A Justiça analisa uma ação que questiona o limite imposto pelo governo para cadastros de famílias unipessoais, aquelas formadas por apenas uma pessoa.
Nos últimos meses, esse grupo de beneficiários passou por uma forte redução. Em agosto, eram 3,8 milhões, o menor número desde julho de 2022.
A queda aconteceu após medidas do governo Lula (PT) para coibir fraudes e impedir o desmembramento artificial de famílias. Agora, no entanto, parte dessas normas pode cair.
O que está em jogo
A Defensoria Pública da União (DPU) entrou com ação contra o limite de 16% de unipessoais dentro do programa.
O caso chegou à Turma Nacional de Uniformização, ligada ao Conselho da Justiça Federal. No mês passado, o relator, juiz federal Paulo Roberto Parca de Pinho, votou pela derrubada da regra, considerada ilegal. O julgamento deve ser retomado no próximo dia 18.
O tema preocupa o Ministério do Desenvolvimento e Assistência Social (MDS), que alerta para risco de retrocesso. O governo argumenta que o limite ajuda a evitar distorções e garante justiça para famílias maiores, que recebem valores menores quando o cálculo é per capita.
O crescimento dos unipessoais
Quando Lula assumiu o governo, em janeiro de 2023, havia 5,9 milhões de famílias unipessoais no Bolsa Família, quase 27% dos beneficiários. Apenas um ano antes, esse número era de 3,3 milhões, ou 19% do total.
Especialistas apontam que o salto de 76,6% não reflete um aumento real de famílias de uma só pessoa, mas sim uma estratégia estimulada pela gestão de Jair Bolsonaro (PL), que havia fixado o mínimo de R$ 600 por família, independentemente do número de integrantes. A medida encorajou divisões artificiais de cadastros.

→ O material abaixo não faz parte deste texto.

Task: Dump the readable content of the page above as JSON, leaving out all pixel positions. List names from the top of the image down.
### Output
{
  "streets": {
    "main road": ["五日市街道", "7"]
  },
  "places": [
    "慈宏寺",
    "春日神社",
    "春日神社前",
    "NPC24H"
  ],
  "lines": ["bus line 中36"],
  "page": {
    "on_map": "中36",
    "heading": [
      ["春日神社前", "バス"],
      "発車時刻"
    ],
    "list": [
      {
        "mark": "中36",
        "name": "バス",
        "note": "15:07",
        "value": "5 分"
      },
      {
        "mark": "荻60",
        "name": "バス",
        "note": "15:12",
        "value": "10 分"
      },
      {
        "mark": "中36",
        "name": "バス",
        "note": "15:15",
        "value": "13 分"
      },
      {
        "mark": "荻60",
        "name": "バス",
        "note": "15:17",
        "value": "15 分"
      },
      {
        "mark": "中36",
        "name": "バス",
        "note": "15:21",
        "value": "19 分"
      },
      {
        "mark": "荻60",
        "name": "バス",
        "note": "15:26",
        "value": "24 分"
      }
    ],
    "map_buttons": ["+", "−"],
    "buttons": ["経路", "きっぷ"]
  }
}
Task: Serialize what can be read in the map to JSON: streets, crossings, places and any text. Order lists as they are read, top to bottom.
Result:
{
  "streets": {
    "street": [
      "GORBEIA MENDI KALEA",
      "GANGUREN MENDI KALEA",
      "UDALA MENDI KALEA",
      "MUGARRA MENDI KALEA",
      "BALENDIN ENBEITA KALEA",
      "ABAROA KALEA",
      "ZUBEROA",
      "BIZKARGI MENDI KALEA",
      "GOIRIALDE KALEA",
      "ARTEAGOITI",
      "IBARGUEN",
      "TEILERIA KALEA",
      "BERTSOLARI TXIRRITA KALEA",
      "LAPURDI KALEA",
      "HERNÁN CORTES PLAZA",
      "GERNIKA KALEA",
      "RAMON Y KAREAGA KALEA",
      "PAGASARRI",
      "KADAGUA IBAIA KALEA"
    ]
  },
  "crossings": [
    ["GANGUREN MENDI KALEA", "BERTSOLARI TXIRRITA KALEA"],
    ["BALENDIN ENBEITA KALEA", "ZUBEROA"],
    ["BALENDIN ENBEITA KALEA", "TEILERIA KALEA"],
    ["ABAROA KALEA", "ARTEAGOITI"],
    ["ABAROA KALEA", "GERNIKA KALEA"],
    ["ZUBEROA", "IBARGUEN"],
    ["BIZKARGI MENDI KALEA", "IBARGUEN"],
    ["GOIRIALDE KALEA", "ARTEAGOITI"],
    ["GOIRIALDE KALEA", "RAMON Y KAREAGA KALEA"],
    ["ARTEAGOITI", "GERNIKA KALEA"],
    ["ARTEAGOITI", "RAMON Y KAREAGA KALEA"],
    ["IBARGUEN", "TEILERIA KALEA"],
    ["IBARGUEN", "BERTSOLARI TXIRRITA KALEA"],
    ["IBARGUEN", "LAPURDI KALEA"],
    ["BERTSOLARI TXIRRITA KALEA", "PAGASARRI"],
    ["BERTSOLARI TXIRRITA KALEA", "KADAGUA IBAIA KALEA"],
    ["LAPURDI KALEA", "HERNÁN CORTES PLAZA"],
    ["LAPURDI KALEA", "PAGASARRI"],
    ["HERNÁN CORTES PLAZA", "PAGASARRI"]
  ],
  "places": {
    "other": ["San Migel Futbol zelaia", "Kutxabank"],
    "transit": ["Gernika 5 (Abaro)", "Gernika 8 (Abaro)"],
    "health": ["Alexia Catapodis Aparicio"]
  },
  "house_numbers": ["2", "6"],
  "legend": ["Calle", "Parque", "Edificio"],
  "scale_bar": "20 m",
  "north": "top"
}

Piso de R$ 600 e complementos
Durante a campanha, Lula prometeu manter o mínimo de R$ 600. O compromisso foi cumprido: em agosto, 17,7 milhões de famílias receberam complementos para atingir o piso.
Sem isso, 92% dos beneficiários teriam valores menores, calculados apenas pelas regras per capita.
Para combater fraudes, o MDS criou regras mais rígidas, como:
- exigência de documento de identidade e comprovante de residência digitalizados;
- assinatura de termo de responsabilidade;
- entrevistas presenciais no domicílio antes da concessão de novos benefícios.
Municípios acima do limite
A regra dos 16% também impôs limites às prefeituras. Cidades que ultrapassam o percentual só podem liberar novos benefícios após revisar cadastros e corrigir irregularidades.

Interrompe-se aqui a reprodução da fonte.